Rewriting syntactically complex English sentences in the FIRST project

Abstract: Simplification of syntactically complex sentences can be beneficial for both human readers with low reading skills and NLP applications that need to process them, but it is a fairly difficult task. One of the main challenges comes from the fact that syntactic parsers, which are the obvious tools for tackling this task, tend to perform quite poorly on syntactically complex sentences. In this talk, I will present a method that does not require the input of a parser. Instead it takes a text with part-of-speech information and combines a specially designed machine learning (ML) classifier with manually crafted rules for rewriting sentences which contain coordinated and subordinated clauses.
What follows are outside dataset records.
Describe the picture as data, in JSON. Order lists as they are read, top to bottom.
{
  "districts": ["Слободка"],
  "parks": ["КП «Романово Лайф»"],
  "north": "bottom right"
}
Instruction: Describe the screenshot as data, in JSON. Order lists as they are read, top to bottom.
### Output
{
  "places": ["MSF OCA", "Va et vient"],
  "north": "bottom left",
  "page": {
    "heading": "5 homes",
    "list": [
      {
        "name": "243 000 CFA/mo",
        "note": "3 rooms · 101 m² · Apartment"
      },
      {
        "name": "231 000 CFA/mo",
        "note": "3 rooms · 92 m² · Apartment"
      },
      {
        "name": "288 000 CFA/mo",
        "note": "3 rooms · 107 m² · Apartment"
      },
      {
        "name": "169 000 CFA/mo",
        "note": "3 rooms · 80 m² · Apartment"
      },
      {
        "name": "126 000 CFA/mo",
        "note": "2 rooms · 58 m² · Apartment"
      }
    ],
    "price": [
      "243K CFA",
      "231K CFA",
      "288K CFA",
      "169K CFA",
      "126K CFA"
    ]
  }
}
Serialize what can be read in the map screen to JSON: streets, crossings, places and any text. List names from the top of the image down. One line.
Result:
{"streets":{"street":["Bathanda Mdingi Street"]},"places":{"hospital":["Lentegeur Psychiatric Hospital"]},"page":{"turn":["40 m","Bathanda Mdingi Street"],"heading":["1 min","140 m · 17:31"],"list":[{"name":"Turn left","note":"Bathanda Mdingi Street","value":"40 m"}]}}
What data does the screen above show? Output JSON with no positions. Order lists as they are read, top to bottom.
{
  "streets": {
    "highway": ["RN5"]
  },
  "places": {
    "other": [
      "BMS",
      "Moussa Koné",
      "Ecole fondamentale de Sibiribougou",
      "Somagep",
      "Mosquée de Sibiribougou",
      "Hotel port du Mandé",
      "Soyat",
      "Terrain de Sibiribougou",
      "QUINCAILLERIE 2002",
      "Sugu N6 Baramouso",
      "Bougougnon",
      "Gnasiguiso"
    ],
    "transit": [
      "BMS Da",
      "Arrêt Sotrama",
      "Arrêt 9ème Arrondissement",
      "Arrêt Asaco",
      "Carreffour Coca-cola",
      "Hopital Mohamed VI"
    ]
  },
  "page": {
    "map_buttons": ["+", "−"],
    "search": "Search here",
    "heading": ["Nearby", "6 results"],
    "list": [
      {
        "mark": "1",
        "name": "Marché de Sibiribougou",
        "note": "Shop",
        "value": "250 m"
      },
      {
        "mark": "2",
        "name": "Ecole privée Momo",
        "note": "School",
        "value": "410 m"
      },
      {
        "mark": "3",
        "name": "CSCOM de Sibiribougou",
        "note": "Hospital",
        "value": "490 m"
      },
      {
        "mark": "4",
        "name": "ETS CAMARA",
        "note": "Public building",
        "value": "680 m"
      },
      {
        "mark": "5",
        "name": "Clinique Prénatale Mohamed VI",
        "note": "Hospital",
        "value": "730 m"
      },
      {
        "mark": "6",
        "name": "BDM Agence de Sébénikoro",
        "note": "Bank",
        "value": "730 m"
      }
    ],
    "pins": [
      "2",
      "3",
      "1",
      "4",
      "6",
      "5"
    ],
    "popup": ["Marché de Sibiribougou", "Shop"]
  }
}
The method was developed in the context of the FIRST project, a project which investigated methods for making texts more accessible to people with autism (

The underlying idea of the method is that coordination and subordination relations are explicitly marked by certain tokens, referred to in this research as signs of syntactic complexity. A literature review and corpus analysis was used to design an annotation scheme that encodes the roles of signs. A corpus was annotated using this scheme and used by our machine learning classifier. The output of the classifier is then taken by the rewriting component to perform the syntactic simplification. This component relies on 127 different rules for tackling sentences that contain subordination and 56 different rules for rewriting sentences that contain coordinated sentences. An evaluation of the approach will be presented.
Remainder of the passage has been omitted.